- Exercise prompt
Starting at the line with "Enumerate the street", retype each line exactly up to and including the final line of the records below.

Stored items
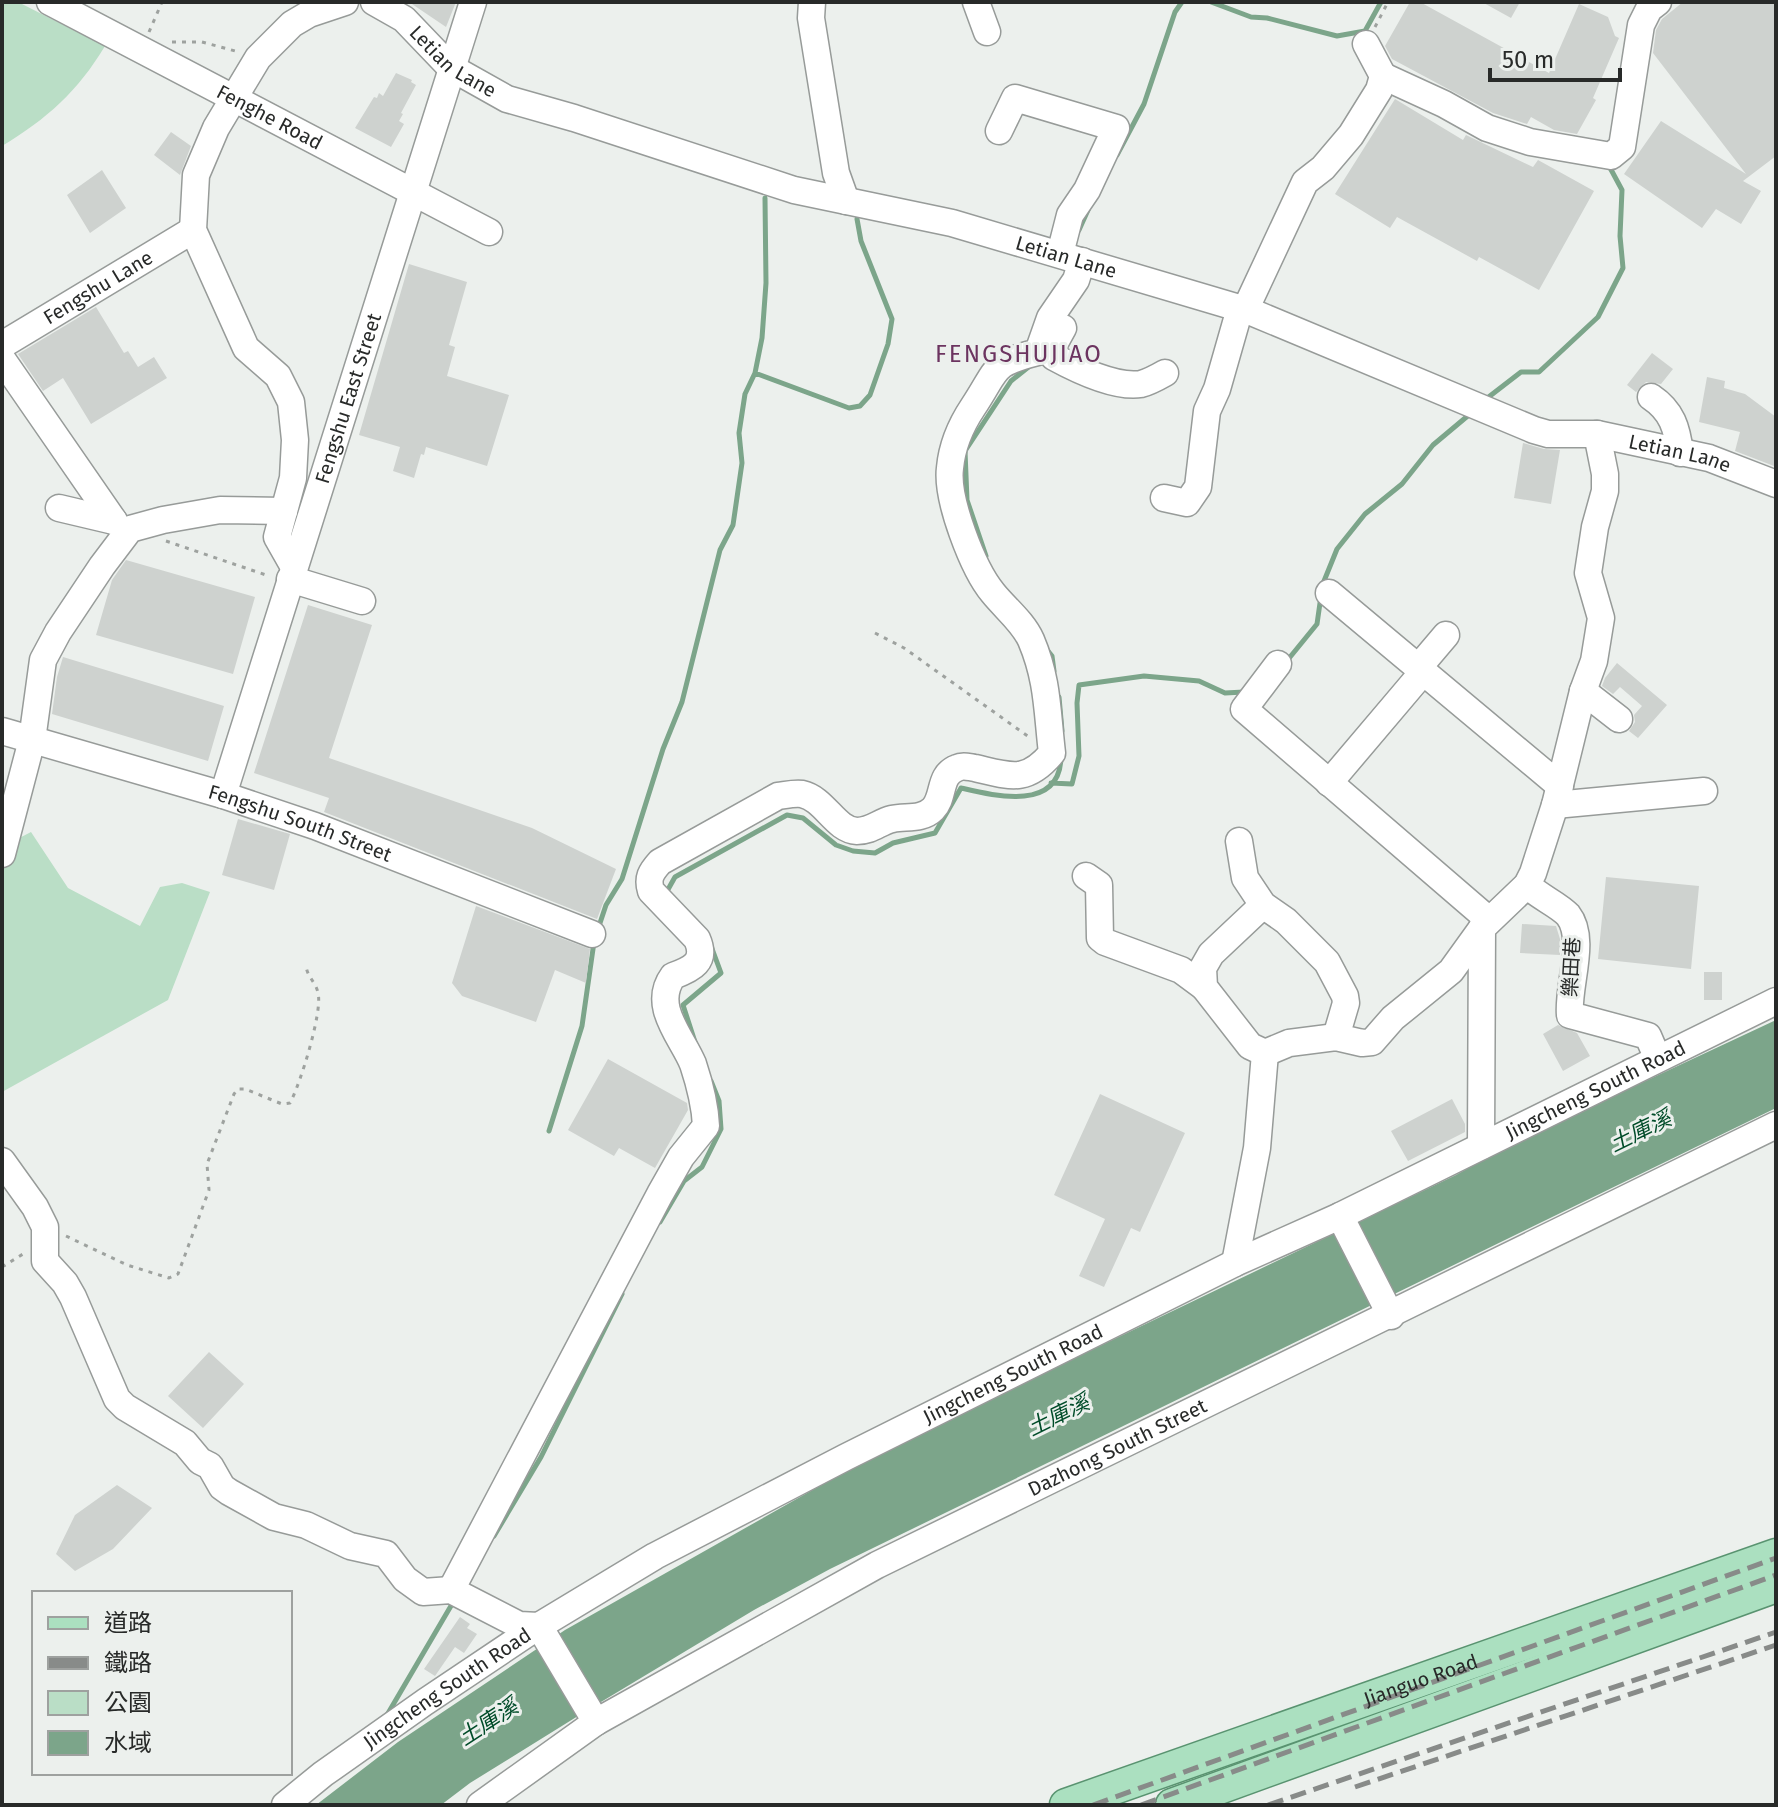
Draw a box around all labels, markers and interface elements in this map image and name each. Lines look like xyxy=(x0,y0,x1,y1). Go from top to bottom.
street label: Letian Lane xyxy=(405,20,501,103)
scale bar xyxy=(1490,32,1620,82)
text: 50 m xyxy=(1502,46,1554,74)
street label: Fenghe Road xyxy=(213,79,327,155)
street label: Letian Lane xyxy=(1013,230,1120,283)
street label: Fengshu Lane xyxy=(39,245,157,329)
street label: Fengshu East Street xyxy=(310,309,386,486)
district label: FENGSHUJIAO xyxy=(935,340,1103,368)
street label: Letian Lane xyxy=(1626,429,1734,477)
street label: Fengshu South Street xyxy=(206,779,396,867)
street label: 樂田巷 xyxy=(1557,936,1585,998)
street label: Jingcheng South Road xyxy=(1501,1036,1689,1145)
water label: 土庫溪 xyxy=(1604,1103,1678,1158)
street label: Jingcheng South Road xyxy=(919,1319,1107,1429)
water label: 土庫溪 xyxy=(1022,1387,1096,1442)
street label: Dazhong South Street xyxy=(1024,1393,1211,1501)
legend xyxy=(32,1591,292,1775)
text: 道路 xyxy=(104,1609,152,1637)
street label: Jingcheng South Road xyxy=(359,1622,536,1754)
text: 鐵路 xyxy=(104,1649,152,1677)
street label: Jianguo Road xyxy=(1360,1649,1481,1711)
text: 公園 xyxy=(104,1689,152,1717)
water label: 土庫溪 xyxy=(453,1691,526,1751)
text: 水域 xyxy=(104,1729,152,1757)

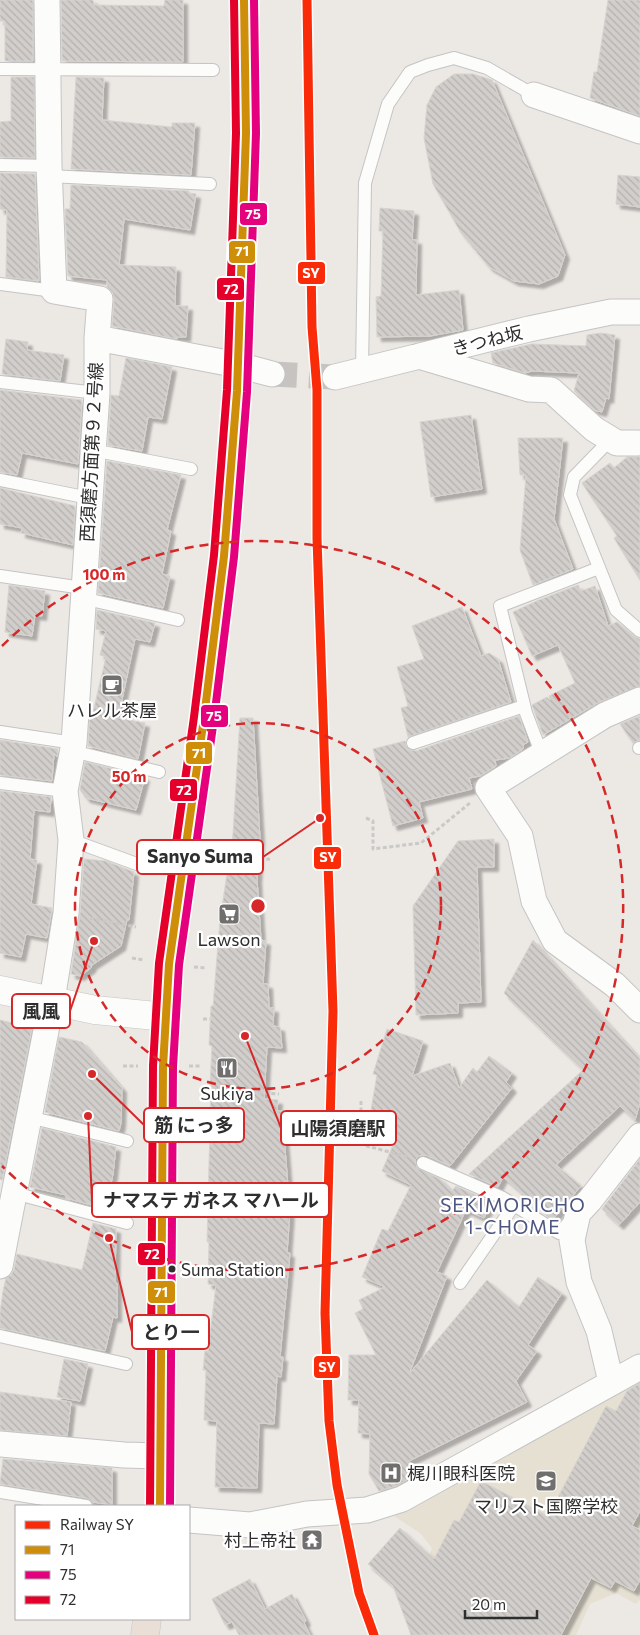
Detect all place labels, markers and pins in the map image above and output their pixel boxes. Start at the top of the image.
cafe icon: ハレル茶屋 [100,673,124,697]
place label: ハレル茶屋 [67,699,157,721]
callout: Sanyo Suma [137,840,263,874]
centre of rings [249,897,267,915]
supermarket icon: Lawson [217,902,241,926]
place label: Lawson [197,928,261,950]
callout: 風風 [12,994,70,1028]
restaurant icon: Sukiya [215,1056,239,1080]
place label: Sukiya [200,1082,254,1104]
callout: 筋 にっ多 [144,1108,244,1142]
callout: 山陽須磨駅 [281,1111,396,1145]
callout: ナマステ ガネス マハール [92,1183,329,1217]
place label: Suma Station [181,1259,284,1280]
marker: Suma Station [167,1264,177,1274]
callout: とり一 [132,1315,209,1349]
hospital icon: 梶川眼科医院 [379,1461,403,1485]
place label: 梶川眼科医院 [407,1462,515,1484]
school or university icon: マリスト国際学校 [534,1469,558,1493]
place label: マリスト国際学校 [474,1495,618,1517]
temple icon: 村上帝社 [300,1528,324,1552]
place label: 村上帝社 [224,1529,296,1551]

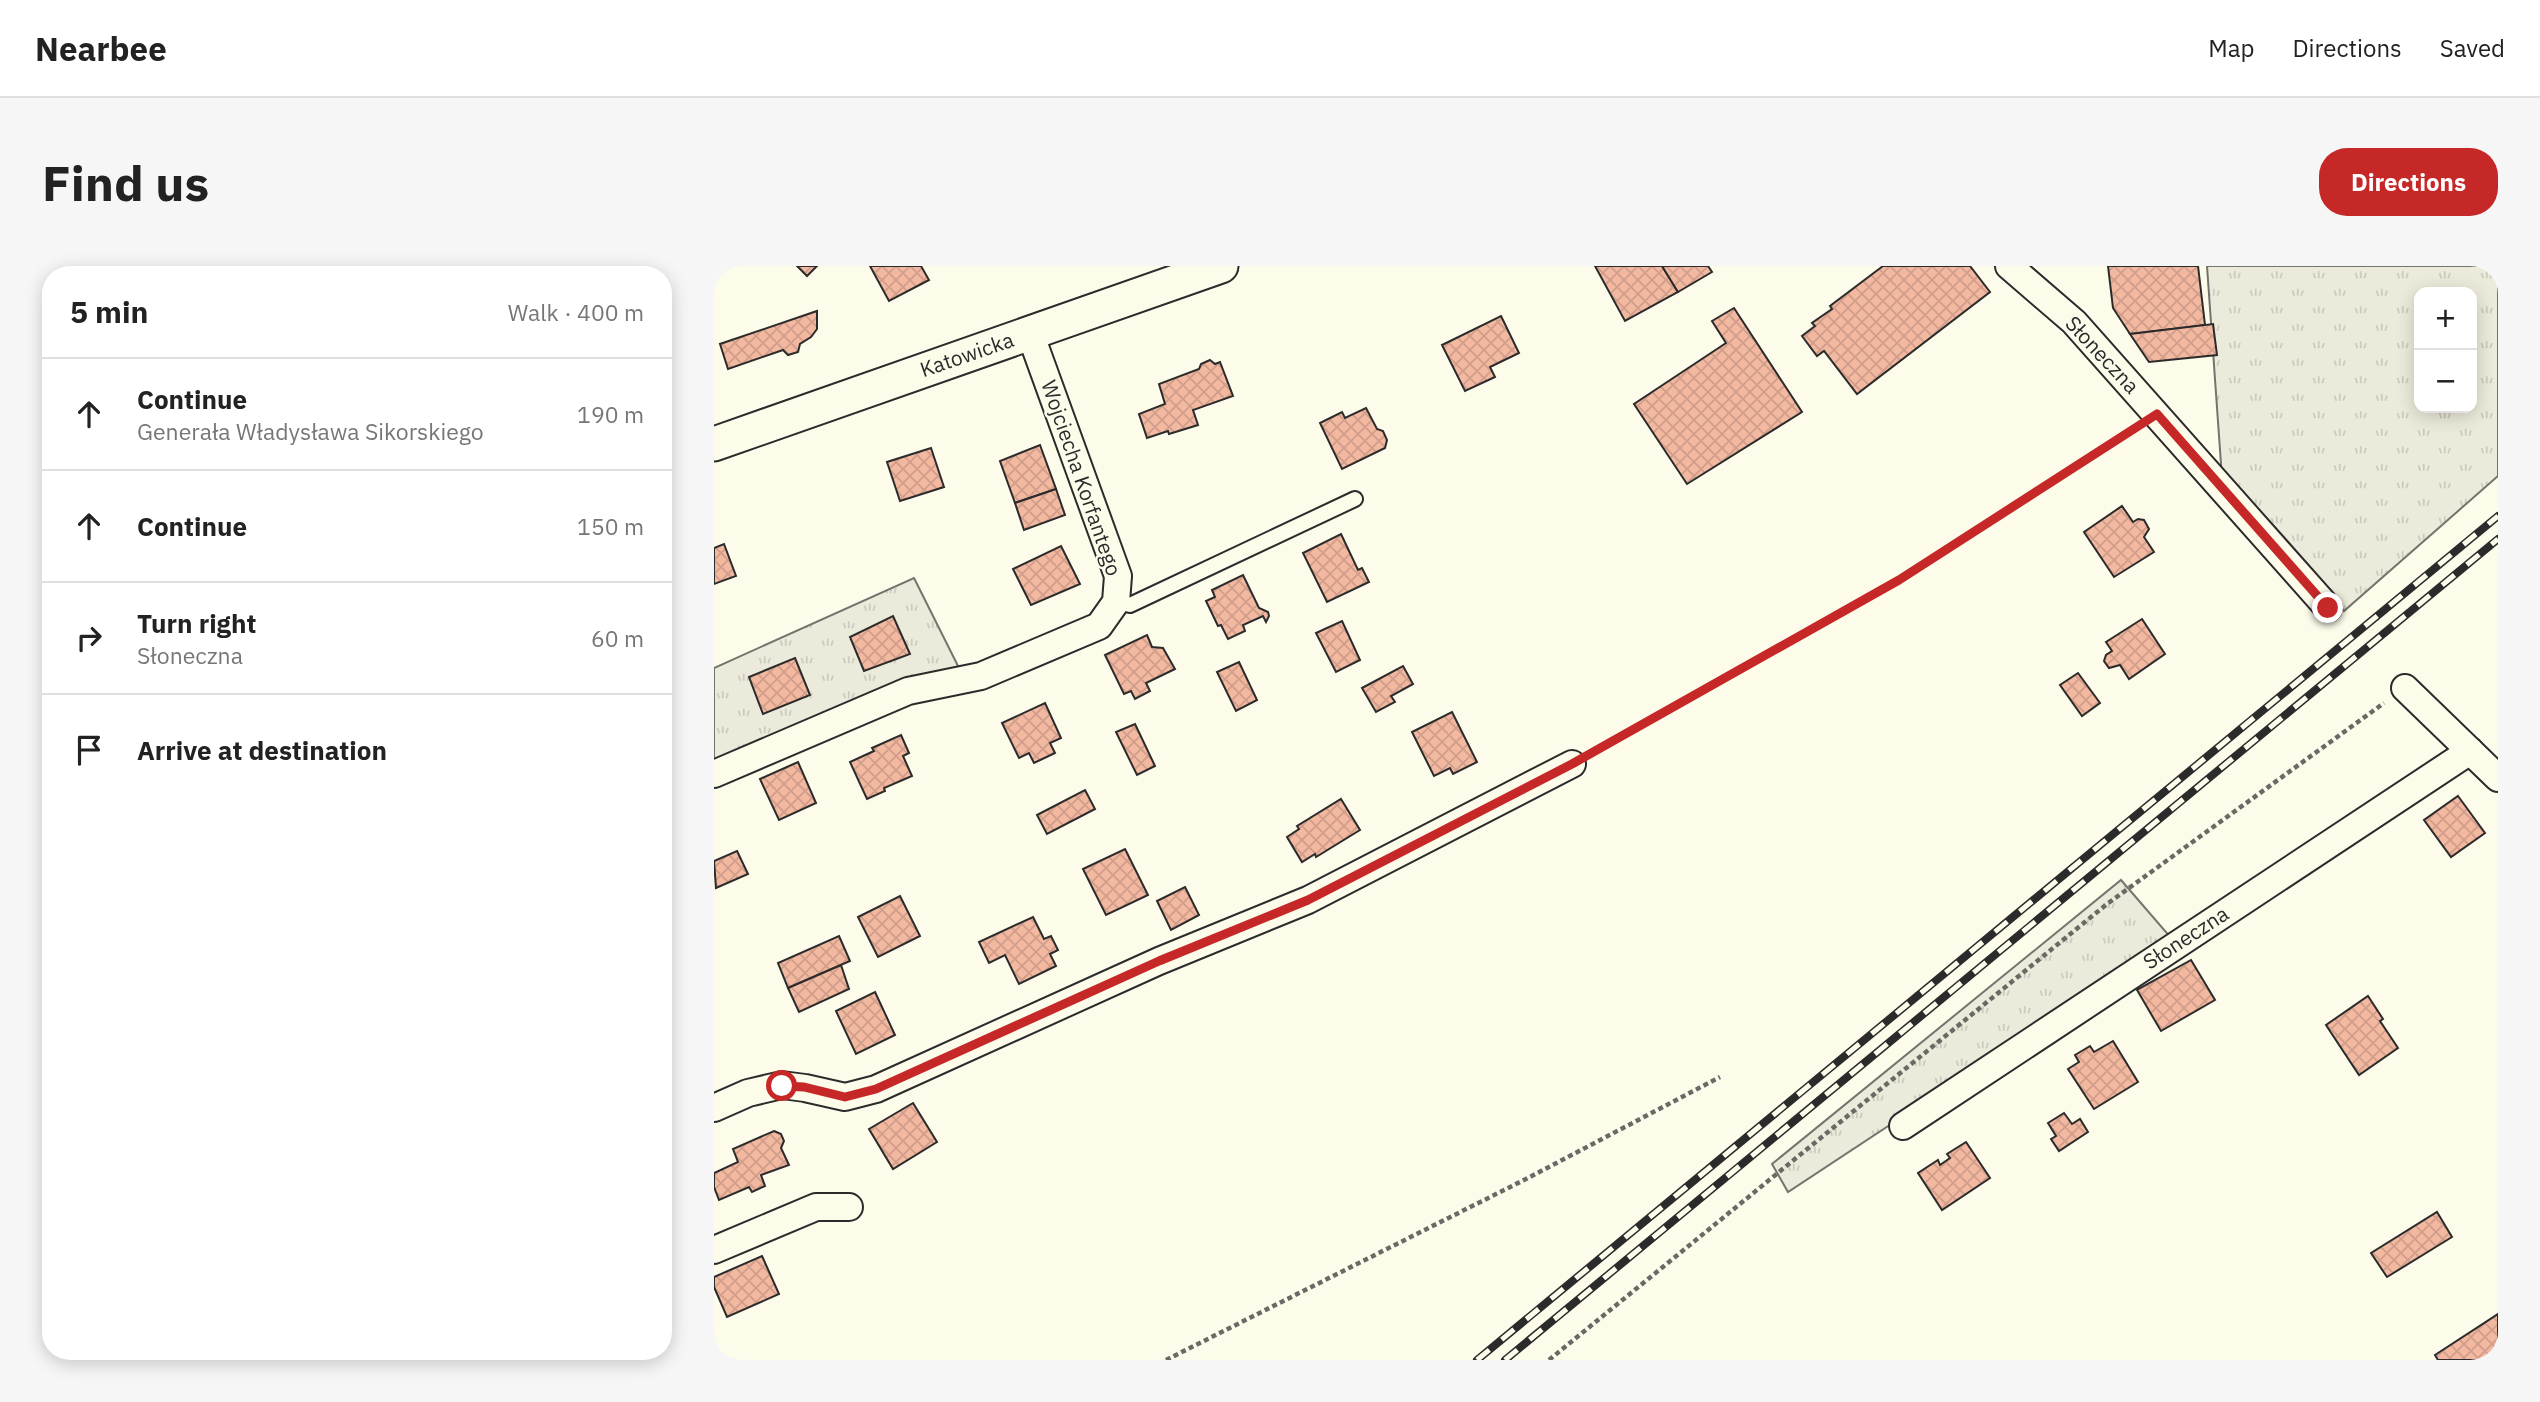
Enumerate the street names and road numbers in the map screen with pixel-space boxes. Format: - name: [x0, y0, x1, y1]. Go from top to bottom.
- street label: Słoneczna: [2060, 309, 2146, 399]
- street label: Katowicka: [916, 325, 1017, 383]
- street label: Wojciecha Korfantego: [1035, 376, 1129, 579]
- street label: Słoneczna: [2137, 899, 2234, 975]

- Exercise solution
Enumerate the street names and road numbers in the map screen with pixel-space boxes. Format: - name: [x0, y0, x1, y1]. Go from top to bottom.
- street label: Słoneczna: [2060, 309, 2146, 399]
- street label: Katowicka: [916, 325, 1017, 383]
- street label: Wojciecha Korfantego: [1035, 376, 1129, 579]
- street label: Słoneczna: [2137, 899, 2234, 975]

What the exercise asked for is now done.